What the hell was that? This day is like 50 percent typical, 50 percent weird as all hell. Or maybe that means it’s 100 percent typical.
Actually, when we started this day together, there’s something I failed to mention: I don’t know what I’m doing.
I’m certainly doing things, but I’m not entirely sure why I’m doing them. I have no clue if I’m even doing them right. I usually reserve these thoughts for random, insomnia-fueled nights, but Jun seems to have brought them to the forefront of my slightly drunken mind. Maybe I’ll happen to have insomnia later too. Can’t hurt, right?
No, wait, people can die without sleep.
I stand corrected.
The night air is warm and still. Makes for a pleasant walk, I suppose. I’ll just hoof it back home. Cabs are overrated anyway.
Want to hear something else random about me? I used to dream about dedicating my life to charity work.
Look at me being altruistic!
Instead I got an office job. A mind-numbing one at that. Whoop-dee-doo.
And, oh yeah, I’m middle management.
Who dreams of being a director in a company? Sociopaths, I imagine. Or perhaps people who have been fooled into believing it’s a lofty goal. And for some, it may actually be a dream job, but that’s not the case for me. But I can’t disappoint my parents or Diane or even that old goat, Mr. Pringle. I have to play my role, right?

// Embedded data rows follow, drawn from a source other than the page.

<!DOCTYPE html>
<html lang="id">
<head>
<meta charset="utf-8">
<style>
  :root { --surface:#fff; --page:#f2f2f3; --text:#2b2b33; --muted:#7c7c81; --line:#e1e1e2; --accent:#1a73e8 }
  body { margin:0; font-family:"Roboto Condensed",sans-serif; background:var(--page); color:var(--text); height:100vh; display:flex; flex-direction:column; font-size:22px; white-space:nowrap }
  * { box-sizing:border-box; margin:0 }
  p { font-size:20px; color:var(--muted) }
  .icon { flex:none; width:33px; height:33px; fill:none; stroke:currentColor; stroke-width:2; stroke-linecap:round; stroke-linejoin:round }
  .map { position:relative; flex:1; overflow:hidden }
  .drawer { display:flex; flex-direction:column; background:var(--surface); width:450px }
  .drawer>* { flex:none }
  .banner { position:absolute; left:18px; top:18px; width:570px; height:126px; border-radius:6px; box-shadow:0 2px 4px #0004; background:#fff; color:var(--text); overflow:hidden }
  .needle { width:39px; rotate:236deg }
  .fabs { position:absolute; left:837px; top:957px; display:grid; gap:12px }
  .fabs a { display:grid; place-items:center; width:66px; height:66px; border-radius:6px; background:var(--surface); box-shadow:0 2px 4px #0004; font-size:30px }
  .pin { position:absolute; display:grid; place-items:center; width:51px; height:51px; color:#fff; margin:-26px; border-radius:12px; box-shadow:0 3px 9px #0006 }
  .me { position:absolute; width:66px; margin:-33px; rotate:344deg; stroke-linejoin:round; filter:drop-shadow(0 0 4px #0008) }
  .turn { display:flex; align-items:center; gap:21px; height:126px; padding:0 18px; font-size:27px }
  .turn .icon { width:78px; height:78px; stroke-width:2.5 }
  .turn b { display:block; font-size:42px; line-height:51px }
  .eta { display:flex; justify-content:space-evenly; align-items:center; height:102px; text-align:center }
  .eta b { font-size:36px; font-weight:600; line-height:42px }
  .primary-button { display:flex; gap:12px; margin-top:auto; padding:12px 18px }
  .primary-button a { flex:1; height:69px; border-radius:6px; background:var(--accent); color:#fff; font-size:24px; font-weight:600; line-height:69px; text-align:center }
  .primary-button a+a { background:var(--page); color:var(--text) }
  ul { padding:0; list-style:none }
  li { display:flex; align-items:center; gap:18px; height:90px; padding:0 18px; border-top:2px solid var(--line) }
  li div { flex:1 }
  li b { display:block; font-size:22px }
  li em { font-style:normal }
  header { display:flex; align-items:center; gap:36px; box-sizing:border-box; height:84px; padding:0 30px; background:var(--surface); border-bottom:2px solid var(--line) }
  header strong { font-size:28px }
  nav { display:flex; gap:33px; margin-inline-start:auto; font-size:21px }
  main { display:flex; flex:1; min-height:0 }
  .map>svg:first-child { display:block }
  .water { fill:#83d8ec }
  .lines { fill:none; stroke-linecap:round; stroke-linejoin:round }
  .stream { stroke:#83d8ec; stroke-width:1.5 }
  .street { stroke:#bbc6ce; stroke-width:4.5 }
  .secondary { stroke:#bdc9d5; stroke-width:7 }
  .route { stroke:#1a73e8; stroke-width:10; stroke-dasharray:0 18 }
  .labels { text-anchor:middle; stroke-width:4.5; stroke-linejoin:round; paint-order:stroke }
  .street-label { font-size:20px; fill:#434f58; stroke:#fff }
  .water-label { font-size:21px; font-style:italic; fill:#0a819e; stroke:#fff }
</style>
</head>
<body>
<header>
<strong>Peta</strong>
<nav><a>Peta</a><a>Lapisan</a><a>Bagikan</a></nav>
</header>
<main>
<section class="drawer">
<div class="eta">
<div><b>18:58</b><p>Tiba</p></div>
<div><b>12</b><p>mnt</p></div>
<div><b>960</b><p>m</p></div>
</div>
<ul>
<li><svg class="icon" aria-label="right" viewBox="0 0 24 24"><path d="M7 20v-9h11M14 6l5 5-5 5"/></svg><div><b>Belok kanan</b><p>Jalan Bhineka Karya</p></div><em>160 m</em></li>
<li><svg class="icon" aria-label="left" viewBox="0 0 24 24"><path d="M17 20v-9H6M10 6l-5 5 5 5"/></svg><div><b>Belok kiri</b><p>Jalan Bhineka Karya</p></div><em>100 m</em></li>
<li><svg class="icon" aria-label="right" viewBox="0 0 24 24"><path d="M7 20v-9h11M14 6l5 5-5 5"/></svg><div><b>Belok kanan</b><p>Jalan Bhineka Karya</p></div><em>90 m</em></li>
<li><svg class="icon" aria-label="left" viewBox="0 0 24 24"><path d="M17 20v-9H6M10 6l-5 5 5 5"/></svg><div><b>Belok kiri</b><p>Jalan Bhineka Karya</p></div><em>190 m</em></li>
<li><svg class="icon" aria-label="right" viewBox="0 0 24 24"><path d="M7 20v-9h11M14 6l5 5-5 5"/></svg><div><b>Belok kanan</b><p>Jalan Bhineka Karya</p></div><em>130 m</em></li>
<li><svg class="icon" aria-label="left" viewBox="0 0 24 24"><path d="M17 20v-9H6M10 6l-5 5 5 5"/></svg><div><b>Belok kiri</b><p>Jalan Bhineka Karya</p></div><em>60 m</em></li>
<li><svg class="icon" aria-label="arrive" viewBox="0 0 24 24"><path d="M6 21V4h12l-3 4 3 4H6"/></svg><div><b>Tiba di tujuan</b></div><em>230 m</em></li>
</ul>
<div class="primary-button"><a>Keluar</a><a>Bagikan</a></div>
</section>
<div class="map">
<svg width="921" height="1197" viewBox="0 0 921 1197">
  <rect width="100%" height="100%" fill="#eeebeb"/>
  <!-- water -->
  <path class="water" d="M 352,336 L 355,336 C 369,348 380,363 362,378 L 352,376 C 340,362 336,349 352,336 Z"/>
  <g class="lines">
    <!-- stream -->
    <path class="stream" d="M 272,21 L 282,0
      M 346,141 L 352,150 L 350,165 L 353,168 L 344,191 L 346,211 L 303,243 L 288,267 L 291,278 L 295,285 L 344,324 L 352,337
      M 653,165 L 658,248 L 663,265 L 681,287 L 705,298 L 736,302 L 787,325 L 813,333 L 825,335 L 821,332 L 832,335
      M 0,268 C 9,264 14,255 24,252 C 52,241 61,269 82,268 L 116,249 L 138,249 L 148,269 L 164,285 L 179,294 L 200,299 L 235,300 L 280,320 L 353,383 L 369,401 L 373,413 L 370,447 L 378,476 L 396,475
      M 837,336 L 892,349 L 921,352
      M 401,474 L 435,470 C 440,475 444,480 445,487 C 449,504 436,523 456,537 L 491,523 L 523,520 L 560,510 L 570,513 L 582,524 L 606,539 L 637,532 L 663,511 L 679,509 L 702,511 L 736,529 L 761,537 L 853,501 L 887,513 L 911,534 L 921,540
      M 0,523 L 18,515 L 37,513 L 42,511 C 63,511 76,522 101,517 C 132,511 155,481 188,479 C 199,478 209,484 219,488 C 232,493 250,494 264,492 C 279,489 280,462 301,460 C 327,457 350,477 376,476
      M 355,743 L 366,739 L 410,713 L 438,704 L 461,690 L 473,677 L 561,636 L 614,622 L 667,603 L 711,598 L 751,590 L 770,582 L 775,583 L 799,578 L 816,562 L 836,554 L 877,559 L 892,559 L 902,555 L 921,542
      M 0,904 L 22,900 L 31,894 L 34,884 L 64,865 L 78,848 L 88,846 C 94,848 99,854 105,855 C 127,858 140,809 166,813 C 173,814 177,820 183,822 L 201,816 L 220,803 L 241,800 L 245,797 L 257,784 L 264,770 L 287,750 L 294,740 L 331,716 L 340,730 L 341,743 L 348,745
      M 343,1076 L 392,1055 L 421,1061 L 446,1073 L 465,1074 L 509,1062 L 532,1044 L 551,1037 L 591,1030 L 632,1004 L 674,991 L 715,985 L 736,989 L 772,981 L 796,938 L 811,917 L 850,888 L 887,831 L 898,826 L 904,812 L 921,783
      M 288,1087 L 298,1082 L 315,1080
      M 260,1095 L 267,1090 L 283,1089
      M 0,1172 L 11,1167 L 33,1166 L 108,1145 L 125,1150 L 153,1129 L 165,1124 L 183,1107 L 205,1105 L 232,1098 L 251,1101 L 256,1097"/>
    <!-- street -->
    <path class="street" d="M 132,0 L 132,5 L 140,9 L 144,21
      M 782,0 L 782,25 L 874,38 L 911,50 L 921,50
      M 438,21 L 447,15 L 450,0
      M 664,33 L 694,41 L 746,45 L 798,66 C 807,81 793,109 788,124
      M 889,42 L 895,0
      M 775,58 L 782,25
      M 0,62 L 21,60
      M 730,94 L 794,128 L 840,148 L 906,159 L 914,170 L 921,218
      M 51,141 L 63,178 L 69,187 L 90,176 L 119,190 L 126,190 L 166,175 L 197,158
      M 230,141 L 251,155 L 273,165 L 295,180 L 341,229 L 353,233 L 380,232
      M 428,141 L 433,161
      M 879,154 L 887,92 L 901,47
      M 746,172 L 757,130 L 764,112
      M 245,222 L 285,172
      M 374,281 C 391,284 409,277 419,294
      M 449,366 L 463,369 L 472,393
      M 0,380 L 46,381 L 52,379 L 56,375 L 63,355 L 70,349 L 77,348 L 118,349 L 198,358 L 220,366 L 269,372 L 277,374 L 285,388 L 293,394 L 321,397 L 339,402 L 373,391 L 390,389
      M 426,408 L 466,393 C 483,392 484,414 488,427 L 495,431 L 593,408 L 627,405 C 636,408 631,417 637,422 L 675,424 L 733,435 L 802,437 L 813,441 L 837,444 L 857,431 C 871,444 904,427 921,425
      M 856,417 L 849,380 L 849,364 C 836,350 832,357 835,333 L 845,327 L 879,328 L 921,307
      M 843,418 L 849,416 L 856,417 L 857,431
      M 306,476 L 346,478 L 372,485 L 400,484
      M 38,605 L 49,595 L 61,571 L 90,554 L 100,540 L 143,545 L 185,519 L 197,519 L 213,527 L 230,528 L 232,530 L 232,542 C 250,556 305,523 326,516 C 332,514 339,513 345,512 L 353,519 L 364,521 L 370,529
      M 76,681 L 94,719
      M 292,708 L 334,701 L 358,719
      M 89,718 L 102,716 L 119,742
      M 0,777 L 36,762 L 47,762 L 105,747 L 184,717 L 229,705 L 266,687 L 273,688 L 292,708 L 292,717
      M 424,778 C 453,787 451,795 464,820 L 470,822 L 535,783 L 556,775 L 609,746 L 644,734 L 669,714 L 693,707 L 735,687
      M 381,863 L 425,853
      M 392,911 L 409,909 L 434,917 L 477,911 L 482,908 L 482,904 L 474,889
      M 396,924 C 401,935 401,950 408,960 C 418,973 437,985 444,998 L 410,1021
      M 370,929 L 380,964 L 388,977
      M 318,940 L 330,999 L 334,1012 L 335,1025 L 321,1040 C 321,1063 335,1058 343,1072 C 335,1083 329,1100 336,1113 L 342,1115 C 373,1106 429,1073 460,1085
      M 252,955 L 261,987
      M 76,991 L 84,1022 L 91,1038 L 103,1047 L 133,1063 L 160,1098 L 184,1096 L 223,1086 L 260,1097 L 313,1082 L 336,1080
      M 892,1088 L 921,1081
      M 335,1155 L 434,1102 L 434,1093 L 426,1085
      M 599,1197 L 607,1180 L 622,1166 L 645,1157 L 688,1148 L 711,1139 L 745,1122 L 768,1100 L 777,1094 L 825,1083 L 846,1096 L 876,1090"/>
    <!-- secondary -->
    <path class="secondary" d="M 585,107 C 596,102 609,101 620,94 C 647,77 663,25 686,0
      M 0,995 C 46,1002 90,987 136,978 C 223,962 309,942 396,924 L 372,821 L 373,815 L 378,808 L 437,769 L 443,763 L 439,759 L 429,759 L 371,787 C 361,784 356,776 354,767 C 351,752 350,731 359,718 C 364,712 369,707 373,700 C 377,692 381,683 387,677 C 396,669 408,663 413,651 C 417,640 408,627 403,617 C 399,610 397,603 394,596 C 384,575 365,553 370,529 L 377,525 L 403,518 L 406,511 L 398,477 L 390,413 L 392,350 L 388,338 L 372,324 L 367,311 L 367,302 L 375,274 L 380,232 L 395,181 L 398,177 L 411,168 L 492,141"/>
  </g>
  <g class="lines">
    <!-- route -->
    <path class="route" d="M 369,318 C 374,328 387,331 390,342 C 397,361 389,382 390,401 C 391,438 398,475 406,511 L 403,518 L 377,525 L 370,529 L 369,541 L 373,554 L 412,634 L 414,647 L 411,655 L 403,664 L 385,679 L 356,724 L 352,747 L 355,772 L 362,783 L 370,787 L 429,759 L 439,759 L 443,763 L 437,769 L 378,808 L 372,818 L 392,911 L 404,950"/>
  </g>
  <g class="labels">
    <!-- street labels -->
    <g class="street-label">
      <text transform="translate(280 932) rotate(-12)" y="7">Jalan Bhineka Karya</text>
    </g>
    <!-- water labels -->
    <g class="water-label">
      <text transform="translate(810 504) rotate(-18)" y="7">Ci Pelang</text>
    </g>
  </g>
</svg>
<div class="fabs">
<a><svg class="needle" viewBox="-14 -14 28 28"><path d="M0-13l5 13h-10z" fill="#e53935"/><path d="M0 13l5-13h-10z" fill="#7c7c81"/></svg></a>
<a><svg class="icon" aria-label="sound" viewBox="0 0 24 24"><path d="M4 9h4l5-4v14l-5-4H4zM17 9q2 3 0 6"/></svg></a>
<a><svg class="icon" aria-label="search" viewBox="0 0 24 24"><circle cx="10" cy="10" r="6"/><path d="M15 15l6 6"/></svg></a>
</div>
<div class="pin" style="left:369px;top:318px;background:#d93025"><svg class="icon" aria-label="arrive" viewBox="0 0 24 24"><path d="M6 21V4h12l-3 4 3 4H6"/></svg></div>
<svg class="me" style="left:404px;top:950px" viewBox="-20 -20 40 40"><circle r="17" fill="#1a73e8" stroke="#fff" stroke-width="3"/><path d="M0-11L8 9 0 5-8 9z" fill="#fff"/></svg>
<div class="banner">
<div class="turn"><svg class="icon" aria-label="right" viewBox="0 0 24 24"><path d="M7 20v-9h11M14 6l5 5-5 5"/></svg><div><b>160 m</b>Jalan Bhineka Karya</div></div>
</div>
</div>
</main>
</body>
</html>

Someone please tell me I’m right so I can stop thinking about this.
Life shouldn’t require so much thought. Where’s a squirrel to take my focus away when I need one? Hell, I wonder if my dog has these internal struggles about life and his place in it. Imagine that. Knowing the world in which we live, I wouldn’t be shocked if I saw commercials for doggie depression pills.
Make it all go away with federally approved drugs, dog.

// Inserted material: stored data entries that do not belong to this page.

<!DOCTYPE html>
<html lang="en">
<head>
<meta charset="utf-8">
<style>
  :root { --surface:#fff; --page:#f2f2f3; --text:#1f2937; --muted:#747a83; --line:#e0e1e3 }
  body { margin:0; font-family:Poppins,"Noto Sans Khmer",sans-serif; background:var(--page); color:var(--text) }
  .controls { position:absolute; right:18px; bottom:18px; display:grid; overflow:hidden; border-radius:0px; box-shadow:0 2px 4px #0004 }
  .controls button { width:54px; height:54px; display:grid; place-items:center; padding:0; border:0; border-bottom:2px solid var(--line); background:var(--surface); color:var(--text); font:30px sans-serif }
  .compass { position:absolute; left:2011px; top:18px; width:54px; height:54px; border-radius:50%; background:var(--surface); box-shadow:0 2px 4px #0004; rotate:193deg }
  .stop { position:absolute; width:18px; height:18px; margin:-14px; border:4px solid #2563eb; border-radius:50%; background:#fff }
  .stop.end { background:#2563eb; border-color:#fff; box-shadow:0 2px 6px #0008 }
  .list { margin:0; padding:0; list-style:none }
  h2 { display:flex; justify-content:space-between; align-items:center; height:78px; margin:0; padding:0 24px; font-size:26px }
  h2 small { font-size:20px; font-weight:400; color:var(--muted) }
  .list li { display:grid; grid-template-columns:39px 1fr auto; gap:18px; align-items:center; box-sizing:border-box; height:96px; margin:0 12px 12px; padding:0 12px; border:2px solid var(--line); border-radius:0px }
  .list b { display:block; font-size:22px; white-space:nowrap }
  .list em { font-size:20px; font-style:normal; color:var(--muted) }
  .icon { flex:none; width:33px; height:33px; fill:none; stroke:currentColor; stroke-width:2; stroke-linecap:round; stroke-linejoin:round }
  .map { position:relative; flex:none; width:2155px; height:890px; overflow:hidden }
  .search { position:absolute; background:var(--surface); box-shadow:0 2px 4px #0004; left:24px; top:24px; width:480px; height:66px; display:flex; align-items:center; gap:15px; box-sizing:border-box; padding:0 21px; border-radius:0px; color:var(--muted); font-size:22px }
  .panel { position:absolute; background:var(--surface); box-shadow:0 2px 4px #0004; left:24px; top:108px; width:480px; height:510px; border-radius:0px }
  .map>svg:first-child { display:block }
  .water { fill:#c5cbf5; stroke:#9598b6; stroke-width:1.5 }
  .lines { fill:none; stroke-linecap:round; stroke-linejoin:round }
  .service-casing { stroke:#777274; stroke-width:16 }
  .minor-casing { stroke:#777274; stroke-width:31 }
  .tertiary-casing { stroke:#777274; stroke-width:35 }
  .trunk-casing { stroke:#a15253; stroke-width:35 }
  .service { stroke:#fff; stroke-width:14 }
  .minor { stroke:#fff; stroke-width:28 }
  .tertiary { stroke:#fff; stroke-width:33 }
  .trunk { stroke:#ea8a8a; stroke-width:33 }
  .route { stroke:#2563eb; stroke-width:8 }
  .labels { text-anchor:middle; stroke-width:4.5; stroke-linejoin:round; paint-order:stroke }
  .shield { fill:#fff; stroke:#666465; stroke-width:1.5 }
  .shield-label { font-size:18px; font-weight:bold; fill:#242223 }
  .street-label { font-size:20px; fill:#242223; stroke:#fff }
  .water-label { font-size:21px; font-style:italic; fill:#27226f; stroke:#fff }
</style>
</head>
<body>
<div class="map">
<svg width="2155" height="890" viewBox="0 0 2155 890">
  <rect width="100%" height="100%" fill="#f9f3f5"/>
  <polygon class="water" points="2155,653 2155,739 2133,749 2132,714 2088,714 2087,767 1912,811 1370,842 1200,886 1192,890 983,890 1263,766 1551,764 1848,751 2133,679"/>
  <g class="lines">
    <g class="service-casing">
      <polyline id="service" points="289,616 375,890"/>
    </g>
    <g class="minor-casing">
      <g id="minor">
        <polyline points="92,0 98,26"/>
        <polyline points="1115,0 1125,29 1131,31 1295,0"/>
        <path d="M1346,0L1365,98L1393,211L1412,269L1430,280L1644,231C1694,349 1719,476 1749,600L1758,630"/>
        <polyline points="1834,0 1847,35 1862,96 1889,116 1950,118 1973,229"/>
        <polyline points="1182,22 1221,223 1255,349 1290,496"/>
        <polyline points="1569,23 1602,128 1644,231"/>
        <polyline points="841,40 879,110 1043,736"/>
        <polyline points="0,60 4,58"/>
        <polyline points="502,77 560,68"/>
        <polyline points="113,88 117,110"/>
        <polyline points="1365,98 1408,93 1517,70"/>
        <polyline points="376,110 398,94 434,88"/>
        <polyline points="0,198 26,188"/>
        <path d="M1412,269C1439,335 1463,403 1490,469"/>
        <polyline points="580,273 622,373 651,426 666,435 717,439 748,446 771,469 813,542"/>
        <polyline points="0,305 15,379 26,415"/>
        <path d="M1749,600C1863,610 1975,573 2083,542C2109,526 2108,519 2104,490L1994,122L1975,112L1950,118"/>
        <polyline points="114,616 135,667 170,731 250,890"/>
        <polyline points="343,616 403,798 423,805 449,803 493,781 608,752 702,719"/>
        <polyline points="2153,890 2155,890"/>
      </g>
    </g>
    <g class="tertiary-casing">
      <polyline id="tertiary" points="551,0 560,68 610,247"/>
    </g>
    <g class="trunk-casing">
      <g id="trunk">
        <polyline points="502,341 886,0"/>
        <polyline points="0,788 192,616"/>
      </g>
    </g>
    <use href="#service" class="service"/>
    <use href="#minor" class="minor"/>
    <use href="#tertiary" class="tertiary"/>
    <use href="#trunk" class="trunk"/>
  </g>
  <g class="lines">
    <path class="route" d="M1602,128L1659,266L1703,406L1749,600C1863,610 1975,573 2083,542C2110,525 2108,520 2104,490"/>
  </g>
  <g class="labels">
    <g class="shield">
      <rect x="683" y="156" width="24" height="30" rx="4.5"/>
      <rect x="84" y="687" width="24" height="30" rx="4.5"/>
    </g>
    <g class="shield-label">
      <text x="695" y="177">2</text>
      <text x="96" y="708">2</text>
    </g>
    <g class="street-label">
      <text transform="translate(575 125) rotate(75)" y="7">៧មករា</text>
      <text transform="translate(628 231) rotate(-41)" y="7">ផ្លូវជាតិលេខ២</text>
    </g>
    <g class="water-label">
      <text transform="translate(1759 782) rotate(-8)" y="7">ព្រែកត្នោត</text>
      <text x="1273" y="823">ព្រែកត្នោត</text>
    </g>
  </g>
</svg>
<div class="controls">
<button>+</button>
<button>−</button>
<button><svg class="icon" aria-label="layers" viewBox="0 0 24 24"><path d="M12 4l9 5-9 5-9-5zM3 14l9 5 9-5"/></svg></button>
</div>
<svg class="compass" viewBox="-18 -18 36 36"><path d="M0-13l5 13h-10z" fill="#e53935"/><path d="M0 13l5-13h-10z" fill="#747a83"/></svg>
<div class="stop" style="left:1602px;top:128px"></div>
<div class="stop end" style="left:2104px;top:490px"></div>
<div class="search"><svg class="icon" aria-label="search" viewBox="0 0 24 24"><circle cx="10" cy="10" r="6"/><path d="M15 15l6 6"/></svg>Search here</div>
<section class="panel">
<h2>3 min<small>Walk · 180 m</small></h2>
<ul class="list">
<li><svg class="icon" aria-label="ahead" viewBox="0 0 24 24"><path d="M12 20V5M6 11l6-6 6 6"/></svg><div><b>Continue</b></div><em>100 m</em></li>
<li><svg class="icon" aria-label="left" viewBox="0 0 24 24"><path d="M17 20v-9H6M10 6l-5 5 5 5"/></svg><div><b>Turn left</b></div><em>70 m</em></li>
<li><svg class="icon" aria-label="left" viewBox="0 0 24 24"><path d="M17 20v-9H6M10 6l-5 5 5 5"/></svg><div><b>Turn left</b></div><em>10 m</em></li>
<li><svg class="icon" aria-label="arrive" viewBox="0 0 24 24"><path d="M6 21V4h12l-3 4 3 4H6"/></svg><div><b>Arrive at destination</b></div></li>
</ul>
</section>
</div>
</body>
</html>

Damn it, I feel like I could use another drink. I hate thinking this much. Luckily, Jun gave me that bottle of soju for the road.
Good old Jin.
Good old, soju slinging, slightly creepy Jin.
Okay, I recognize this area; I should be about 20 minutes away from my apartment. And then I can finally end this anomaly of a day.
I wonder if people think about me at all – people other than friends and family. I just walked past three people chatting about whatever nonsense they deem conversation-worthy. One of them definitely made eye contact with me for the briefest of moments, but let’s be honest: I don’t exist to her. She’ll never remember me.
O woe is me.
I don’t mean that in a depressing way. I guess it’s just another way of saying I’m not as important as I think I am. Maybe none of this is. What does it even mean to be important? Why am I thinking about this instead of drinking?
Alcohol, you need to start doing a much better job of dulling this introspectiveness.
I would actually like nothing more than to be totally numb to these thoughts and ideas. It’d be awesome to move through this world and be oblivious to these nonsense thoughts. The problem is this stupid brain of mine just doesn’t want to shut up. Kind of like right now.
Exactly like right now.
Another deep thought, another swig of soju.
I immediately react to that familiar ding of someone sending me a new text message. Pavlov’s dog would be proud.
Yo John! You still out and about??? Feel like grabbin a drink?
It’s my buddy, Isaiah. How could I possibly turn him or another drink down? I need both after a day like this.